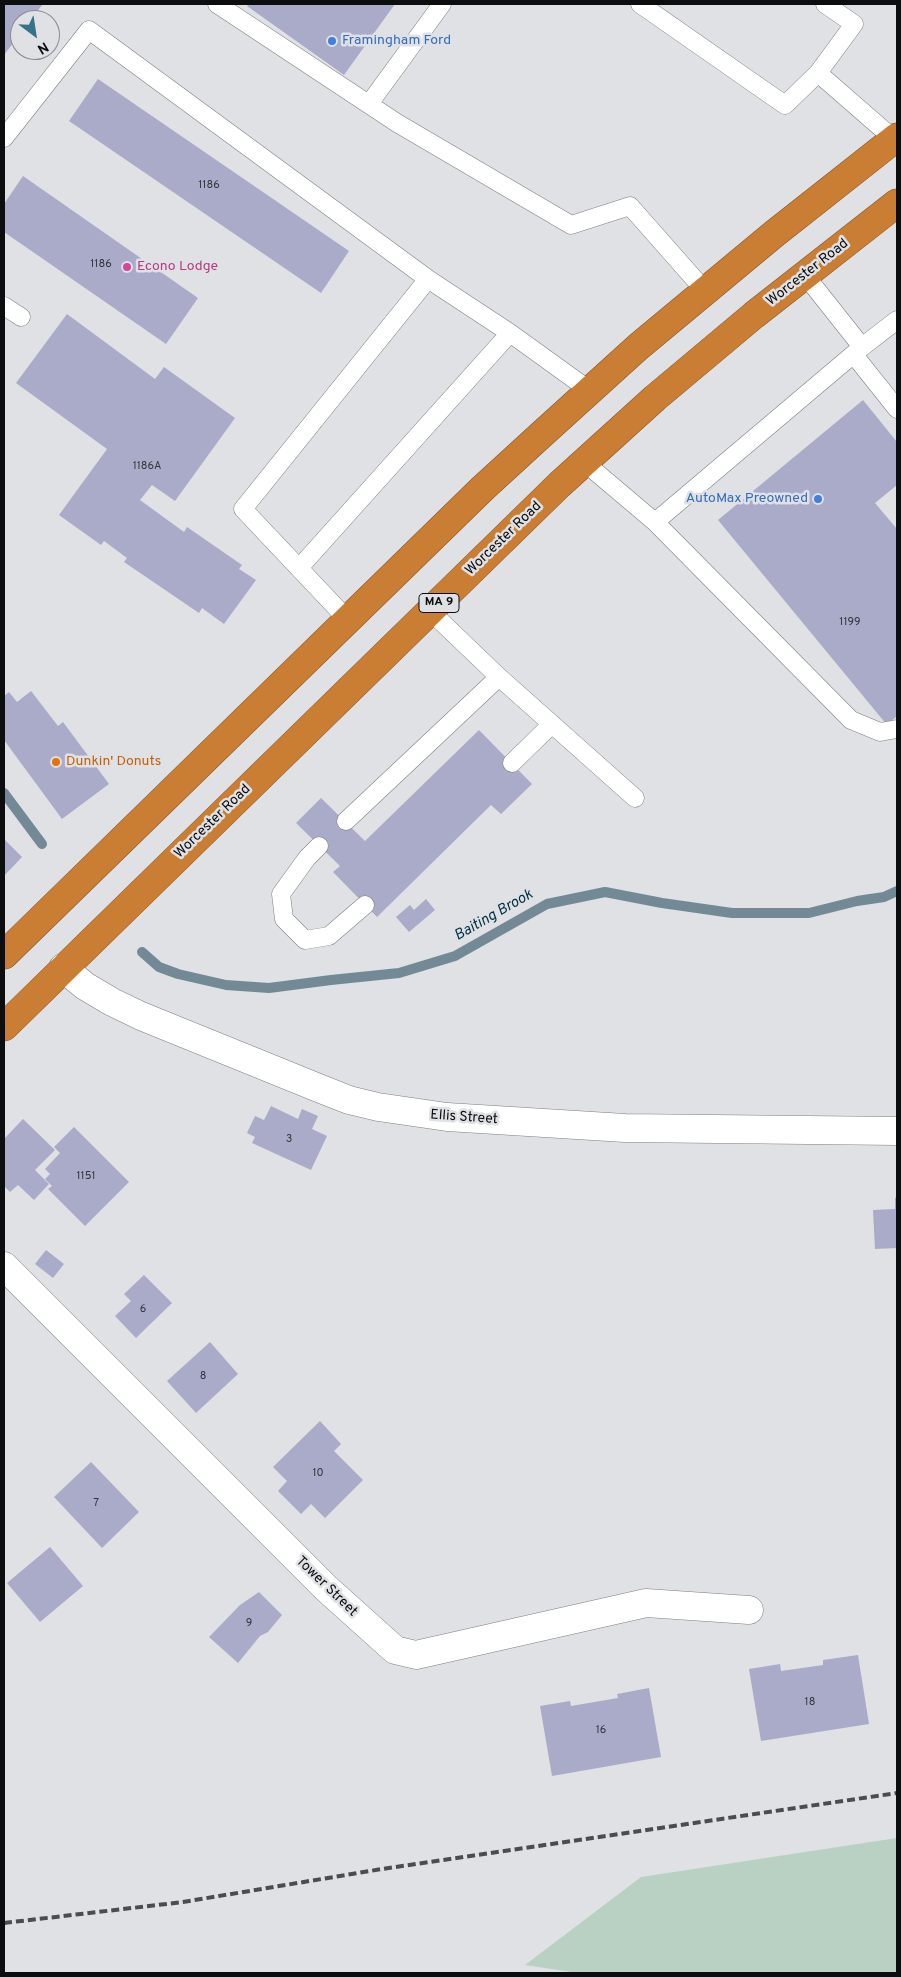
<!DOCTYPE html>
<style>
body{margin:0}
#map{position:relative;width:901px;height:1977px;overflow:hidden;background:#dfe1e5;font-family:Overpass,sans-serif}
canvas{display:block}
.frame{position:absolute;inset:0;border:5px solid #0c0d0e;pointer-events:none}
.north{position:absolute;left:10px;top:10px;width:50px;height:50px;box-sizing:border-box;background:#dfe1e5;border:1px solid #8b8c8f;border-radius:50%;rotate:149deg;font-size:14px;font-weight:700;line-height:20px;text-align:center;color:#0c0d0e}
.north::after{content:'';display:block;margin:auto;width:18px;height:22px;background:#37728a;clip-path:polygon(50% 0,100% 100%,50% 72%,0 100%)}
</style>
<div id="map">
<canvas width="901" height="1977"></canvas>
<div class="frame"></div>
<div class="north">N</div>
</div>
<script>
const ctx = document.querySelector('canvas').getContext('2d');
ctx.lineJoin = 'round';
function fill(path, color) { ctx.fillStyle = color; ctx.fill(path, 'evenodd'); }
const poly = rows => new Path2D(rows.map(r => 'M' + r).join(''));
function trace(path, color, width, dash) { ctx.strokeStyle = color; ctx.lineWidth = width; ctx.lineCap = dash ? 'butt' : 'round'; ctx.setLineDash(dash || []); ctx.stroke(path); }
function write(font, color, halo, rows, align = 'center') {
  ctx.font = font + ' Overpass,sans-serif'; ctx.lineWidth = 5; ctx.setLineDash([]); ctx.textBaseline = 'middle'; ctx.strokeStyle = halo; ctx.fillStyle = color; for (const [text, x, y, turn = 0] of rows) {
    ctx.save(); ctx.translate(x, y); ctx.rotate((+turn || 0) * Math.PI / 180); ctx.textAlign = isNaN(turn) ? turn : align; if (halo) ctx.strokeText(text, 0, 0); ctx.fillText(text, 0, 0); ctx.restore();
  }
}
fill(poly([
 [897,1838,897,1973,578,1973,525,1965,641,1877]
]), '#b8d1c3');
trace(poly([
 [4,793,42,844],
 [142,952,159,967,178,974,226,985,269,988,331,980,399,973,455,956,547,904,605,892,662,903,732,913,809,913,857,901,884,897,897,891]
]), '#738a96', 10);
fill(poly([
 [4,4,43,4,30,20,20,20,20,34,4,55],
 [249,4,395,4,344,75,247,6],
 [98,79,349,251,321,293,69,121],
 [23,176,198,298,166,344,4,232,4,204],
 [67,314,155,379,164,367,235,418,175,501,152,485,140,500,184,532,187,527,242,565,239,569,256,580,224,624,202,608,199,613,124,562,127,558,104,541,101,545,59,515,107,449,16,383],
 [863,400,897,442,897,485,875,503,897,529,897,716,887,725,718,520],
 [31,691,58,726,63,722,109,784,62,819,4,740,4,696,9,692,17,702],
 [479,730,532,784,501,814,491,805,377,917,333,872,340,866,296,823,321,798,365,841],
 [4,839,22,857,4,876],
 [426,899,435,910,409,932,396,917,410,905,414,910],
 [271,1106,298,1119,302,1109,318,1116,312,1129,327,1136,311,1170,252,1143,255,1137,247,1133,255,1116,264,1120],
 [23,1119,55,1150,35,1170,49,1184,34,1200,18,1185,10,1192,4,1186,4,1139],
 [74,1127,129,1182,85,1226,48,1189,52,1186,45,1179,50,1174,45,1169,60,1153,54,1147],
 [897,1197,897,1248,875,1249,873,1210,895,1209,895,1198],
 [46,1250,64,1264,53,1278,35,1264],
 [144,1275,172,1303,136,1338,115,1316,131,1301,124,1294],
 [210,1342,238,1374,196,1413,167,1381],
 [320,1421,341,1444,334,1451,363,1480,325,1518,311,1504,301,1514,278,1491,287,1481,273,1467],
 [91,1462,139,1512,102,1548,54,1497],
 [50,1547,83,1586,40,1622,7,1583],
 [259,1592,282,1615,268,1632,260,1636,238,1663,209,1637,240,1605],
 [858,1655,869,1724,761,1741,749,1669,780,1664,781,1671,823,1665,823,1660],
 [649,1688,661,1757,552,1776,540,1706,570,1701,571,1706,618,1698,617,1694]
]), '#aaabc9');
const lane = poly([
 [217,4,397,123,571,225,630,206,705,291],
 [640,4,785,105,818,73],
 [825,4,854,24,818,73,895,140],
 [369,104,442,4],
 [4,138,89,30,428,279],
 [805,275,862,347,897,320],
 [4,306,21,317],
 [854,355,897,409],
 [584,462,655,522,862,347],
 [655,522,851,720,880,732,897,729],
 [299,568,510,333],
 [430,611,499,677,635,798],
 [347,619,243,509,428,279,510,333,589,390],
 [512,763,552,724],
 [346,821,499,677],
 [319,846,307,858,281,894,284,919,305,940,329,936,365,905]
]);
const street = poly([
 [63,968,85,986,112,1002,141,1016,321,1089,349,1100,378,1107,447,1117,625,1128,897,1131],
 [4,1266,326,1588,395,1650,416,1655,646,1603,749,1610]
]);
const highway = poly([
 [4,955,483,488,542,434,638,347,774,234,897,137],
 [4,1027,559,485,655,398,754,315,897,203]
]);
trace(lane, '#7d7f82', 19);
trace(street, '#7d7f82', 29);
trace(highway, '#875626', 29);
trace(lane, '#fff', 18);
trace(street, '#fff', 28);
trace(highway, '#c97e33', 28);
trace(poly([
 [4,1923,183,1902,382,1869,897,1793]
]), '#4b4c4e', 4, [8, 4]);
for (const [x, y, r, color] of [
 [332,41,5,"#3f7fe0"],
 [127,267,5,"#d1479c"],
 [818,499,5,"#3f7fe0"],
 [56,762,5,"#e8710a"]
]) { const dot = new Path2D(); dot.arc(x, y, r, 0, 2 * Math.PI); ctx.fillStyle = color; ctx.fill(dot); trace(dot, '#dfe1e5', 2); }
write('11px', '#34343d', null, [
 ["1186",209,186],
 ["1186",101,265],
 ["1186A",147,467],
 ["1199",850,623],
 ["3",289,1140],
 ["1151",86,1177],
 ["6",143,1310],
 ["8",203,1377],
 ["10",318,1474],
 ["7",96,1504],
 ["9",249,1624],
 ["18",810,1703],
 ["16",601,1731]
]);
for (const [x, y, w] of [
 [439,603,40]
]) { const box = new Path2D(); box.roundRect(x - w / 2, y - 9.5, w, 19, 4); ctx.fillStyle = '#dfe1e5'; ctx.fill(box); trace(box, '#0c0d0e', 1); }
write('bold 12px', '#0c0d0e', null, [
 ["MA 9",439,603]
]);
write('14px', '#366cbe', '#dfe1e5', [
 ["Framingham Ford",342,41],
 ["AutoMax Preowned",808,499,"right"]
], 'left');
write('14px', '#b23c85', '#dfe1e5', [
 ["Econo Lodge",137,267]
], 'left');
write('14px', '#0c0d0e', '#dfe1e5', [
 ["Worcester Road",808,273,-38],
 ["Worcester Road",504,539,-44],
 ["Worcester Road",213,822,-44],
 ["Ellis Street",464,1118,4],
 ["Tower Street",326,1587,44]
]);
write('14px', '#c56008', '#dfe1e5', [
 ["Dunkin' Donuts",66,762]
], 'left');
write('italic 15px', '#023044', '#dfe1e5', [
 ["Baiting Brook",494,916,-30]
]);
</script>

→ **Aim of the exercise**
Look over the records. Copy the lines that include the word "strokeStyle".

→ **Task output**
function trace(path, color, width, dash) { ctx.strokeStyle = color; ctx.lineWidth = width; ctx.lineCap = dash ? 'butt' : 'round'; ctx.setLineDash(dash || []); ctx.stroke(path); }
  ctx.font = font + ' Overpass,sans-serif'; ctx.lineWidth = 5; ctx.setLineDash([]); ctx.textBaseline = 'middle'; ctx.strokeStyle = halo; ctx.fillStyle = color; for (const [text, x, y, turn = 0] of rows) {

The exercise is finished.